• _Your objective_
Transcribe the entries, keeping every character the same.
═══ Task inputs
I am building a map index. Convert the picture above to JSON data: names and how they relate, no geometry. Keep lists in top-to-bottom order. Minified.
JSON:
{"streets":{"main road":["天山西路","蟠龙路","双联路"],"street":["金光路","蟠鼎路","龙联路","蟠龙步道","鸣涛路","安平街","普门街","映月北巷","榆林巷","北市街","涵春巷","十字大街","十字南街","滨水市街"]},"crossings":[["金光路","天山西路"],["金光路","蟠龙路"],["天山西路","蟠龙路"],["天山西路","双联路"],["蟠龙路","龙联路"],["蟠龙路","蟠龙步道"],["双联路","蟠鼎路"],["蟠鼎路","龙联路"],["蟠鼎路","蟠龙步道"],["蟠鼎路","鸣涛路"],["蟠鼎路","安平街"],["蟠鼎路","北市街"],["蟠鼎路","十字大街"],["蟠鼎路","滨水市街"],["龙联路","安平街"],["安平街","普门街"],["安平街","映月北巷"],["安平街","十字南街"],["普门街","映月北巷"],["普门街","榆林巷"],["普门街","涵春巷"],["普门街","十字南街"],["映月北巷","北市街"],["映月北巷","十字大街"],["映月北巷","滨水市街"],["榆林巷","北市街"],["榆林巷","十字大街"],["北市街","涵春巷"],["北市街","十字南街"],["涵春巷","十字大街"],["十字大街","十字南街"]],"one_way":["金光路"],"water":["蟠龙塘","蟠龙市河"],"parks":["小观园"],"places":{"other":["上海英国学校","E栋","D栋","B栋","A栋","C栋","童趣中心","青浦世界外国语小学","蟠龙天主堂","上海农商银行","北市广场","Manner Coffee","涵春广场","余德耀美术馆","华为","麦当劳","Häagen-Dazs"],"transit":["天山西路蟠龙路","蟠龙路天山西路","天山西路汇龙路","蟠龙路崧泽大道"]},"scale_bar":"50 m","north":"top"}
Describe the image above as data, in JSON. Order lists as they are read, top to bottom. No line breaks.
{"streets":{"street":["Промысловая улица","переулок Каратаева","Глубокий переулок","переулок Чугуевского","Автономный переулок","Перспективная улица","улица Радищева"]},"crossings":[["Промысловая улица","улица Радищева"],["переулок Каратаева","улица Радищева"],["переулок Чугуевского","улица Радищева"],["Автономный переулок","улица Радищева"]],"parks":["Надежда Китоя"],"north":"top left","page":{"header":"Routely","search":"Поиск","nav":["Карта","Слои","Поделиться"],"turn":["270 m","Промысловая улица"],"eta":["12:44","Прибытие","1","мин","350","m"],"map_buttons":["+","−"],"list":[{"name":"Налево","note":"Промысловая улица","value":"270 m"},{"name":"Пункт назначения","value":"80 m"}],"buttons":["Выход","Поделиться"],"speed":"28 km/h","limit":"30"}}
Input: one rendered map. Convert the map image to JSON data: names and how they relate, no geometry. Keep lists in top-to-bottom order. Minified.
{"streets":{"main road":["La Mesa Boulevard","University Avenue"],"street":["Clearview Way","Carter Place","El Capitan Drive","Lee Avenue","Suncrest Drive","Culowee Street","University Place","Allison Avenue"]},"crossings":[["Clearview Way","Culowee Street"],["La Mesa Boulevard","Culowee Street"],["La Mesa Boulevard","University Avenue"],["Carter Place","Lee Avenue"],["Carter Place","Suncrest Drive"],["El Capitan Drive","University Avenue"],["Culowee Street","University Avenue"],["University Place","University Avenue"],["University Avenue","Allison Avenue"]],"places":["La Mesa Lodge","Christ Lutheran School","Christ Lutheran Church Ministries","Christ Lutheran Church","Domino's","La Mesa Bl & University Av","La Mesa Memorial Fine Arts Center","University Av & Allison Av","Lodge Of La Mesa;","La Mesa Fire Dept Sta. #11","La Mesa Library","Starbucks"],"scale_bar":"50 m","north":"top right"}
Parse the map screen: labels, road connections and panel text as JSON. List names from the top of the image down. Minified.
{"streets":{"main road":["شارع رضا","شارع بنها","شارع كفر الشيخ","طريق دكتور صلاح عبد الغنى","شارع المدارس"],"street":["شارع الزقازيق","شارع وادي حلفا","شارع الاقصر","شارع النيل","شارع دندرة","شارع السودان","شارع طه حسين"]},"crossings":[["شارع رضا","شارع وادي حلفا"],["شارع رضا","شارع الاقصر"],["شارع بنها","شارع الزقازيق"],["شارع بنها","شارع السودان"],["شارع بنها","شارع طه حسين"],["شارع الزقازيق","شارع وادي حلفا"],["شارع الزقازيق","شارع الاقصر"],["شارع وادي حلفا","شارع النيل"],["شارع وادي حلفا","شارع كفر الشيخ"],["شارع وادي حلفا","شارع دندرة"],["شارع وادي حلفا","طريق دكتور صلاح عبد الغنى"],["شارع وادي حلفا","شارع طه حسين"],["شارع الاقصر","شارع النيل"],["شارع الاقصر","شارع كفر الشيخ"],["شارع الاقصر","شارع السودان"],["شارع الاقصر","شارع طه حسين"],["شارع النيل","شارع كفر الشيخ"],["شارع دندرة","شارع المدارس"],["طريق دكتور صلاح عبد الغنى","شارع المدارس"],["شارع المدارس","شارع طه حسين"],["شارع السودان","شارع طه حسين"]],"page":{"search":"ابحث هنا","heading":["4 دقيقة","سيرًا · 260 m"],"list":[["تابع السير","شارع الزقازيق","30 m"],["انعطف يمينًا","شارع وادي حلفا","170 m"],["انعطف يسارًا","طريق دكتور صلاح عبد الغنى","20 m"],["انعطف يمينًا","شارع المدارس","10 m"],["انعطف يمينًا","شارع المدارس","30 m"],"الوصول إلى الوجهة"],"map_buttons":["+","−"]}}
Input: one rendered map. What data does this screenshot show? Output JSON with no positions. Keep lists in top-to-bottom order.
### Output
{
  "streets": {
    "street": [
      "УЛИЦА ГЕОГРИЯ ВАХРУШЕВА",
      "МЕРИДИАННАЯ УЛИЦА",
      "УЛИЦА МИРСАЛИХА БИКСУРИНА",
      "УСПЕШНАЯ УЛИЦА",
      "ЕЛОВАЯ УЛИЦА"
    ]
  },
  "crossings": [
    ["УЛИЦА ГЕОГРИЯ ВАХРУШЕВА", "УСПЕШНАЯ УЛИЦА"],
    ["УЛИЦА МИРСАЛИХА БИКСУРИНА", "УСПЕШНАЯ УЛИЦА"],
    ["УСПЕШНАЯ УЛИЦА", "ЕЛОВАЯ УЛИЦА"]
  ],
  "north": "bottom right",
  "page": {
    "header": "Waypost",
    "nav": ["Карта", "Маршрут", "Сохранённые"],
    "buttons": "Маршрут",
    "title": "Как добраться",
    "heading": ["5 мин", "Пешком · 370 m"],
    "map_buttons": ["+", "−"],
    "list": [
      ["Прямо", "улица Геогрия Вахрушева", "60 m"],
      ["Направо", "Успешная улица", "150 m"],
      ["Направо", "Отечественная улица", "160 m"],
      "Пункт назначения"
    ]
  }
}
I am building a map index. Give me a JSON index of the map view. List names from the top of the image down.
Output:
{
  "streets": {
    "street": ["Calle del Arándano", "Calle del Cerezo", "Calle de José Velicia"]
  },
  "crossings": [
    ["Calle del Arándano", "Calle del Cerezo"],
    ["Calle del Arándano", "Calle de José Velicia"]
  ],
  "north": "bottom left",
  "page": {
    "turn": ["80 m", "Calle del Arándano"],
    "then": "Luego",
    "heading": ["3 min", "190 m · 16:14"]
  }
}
══════
• _Exercise response_
I am building a map index. Convert the picture above to JSON data: names and how they relate, no geometry. Keep lists in top-to-bottom order. Minified.
JSON:
{"streets":{"main road":["天山西路","蟠龙路","双联路"],"street":["金光路","蟠鼎路","龙联路","蟠龙步道","鸣涛路","安平街","普门街","映月北巷","榆林巷","北市街","涵春巷","十字大街","十字南街","滨水市街"]},"crossings":[["金光路","天山西路"],["金光路","蟠龙路"],["天山西路","蟠龙路"],["天山西路","双联路"],["蟠龙路","龙联路"],["蟠龙路","蟠龙步道"],["双联路","蟠鼎路"],["蟠鼎路","龙联路"],["蟠鼎路","蟠龙步道"],["蟠鼎路","鸣涛路"],["蟠鼎路","安平街"],["蟠鼎路","北市街"],["蟠鼎路","十字大街"],["蟠鼎路","滨水市街"],["龙联路","安平街"],["安平街","普门街"],["安平街","映月北巷"],["安平街","十字南街"],["普门街","映月北巷"],["普门街","榆林巷"],["普门街","涵春巷"],["普门街","十字南街"],["映月北巷","北市街"],["映月北巷","十字大街"],["映月北巷","滨水市街"],["榆林巷","北市街"],["榆林巷","十字大街"],["北市街","涵春巷"],["北市街","十字南街"],["涵春巷","十字大街"],["十字大街","十字南街"]],"one_way":["金光路"],"water":["蟠龙塘","蟠龙市河"],"parks":["小观园"],"places":{"other":["上海英国学校","E栋","D栋","B栋","A栋","C栋","童趣中心","青浦世界外国语小学","蟠龙天主堂","上海农商银行","北市广场","Manner Coffee","涵春广场","余德耀美术馆","华为","麦当劳","Häagen-Dazs"],"transit":["天山西路蟠龙路","蟠龙路天山西路","天山西路汇龙路","蟠龙路崧泽大道"]},"scale_bar":"50 m","north":"top"}
Describe the image above as data, in JSON. Order lists as they are read, top to bottom. No line breaks.
{"streets":{"street":["Промысловая улица","переулок Каратаева","Глубокий переулок","переулок Чугуевского","Автономный переулок","Перспективная улица","улица Радищева"]},"crossings":[["Промысловая улица","улица Радищева"],["переулок Каратаева","улица Радищева"],["переулок Чугуевского","улица Радищева"],["Автономный переулок","улица Радищева"]],"parks":["Надежда Китоя"],"north":"top left","page":{"header":"Routely","search":"Поиск","nav":["Карта","Слои","Поделиться"],"turn":["270 m","Промысловая улица"],"eta":["12:44","Прибытие","1","мин","350","m"],"map_buttons":["+","−"],"list":[{"name":"Налево","note":"Промысловая улица","value":"270 m"},{"name":"Пункт назначения","value":"80 m"}],"buttons":["Выход","Поделиться"],"speed":"28 km/h","limit":"30"}}
Input: one rendered map. Convert the map image to JSON data: names and how they relate, no geometry. Keep lists in top-to-bottom order. Minified.
{"streets":{"main road":["La Mesa Boulevard","University Avenue"],"street":["Clearview Way","Carter Place","El Capitan Drive","Lee Avenue","Suncrest Drive","Culowee Street","University Place","Allison Avenue"]},"crossings":[["Clearview Way","Culowee Street"],["La Mesa Boulevard","Culowee Street"],["La Mesa Boulevard","University Avenue"],["Carter Place","Lee Avenue"],["Carter Place","Suncrest Drive"],["El Capitan Drive","University Avenue"],["Culowee Street","University Avenue"],["University Place","University Avenue"],["University Avenue","Allison Avenue"]],"places":["La Mesa Lodge","Christ Lutheran School","Christ Lutheran Church Ministries","Christ Lutheran Church","Domino's","La Mesa Bl & University Av","La Mesa Memorial Fine Arts Center","University Av & Allison Av","Lodge Of La Mesa;","La Mesa Fire Dept Sta. #11","La Mesa Library","Starbucks"],"scale_bar":"50 m","north":"top right"}
Parse the map screen: labels, road connections and panel text as JSON. List names from the top of the image down. Minified.
{"streets":{"main road":["شارع رضا","شارع بنها","شارع كفر الشيخ","طريق دكتور صلاح عبد الغنى","شارع المدارس"],"street":["شارع الزقازيق","شارع وادي حلفا","شارع الاقصر","شارع النيل","شارع دندرة","شارع السودان","شارع طه حسين"]},"crossings":[["شارع رضا","شارع وادي حلفا"],["شارع رضا","شارع الاقصر"],["شارع بنها","شارع الزقازيق"],["شارع بنها","شارع السودان"],["شارع بنها","شارع طه حسين"],["شارع الزقازيق","شارع وادي حلفا"],["شارع الزقازيق","شارع الاقصر"],["شارع وادي حلفا","شارع النيل"],["شارع وادي حلفا","شارع كفر الشيخ"],["شارع وادي حلفا","شارع دندرة"],["شارع وادي حلفا","طريق دكتور صلاح عبد الغنى"],["شارع وادي حلفا","شارع طه حسين"],["شارع الاقصر","شارع النيل"],["شارع الاقصر","شارع كفر الشيخ"],["شارع الاقصر","شارع السودان"],["شارع الاقصر","شارع طه حسين"],["شارع النيل","شارع كفر الشيخ"],["شارع دندرة","شارع المدارس"],["طريق دكتور صلاح عبد الغنى","شارع المدارس"],["شارع المدارس","شارع طه حسين"],["شارع السودان","شارع طه حسين"]],"page":{"search":"ابحث هنا","heading":["4 دقيقة","سيرًا · 260 m"],"list":[["تابع السير","شارع الزقازيق","30 m"],["انعطف يمينًا","شارع وادي حلفا","170 m"],["انعطف يسارًا","طريق دكتور صلاح عبد الغنى","20 m"],["انعطف يمينًا","شارع المدارس","10 m"],["انعطف يمينًا","شارع المدارس","30 m"],"الوصول إلى الوجهة"],"map_buttons":["+","−"]}}
Input: one rendered map. What data does this screenshot show? Output JSON with no positions. Keep lists in top-to-bottom order.
### Output
{
  "streets": {
    "street": [
      "УЛИЦА ГЕОГРИЯ ВАХРУШЕВА",
      "МЕРИДИАННАЯ УЛИЦА",
      "УЛИЦА МИРСАЛИХА БИКСУРИНА",
      "УСПЕШНАЯ УЛИЦА",
      "ЕЛОВАЯ УЛИЦА"
    ]
  },
  "crossings": [
    ["УЛИЦА ГЕОГРИЯ ВАХРУШЕВА", "УСПЕШНАЯ УЛИЦА"],
    ["УЛИЦА МИРСАЛИХА БИКСУРИНА", "УСПЕШНАЯ УЛИЦА"],
    ["УСПЕШНАЯ УЛИЦА", "ЕЛОВАЯ УЛИЦА"]
  ],
  "north": "bottom right",
  "page": {
    "header": "Waypost",
    "nav": ["Карта", "Маршрут", "Сохранённые"],
    "buttons": "Маршрут",
    "title": "Как добраться",
    "heading": ["5 мин", "Пешком · 370 m"],
    "map_buttons": ["+", "−"],
    "list": [
      ["Прямо", "улица Геогрия Вахрушева", "60 m"],
      ["Направо", "Успешная улица", "150 m"],
      ["Направо", "Отечественная улица", "160 m"],
      "Пункт назначения"
    ]
  }
}
I am building a map index. Give me a JSON index of the map view. List names from the top of the image down.
Output:
{
  "streets": {
    "street": ["Calle del Arándano", "Calle del Cerezo", "Calle de José Velicia"]
  },
  "crossings": [
    ["Calle del Arándano", "Calle del Cerezo"],
    ["Calle del Arándano", "Calle de José Velicia"]
  ],
  "north": "bottom left",
  "page": {
    "turn": ["80 m", "Calle del Arándano"],
    "then": "Luego",
    "heading": ["3 min", "190 m · 16:14"]
  }
}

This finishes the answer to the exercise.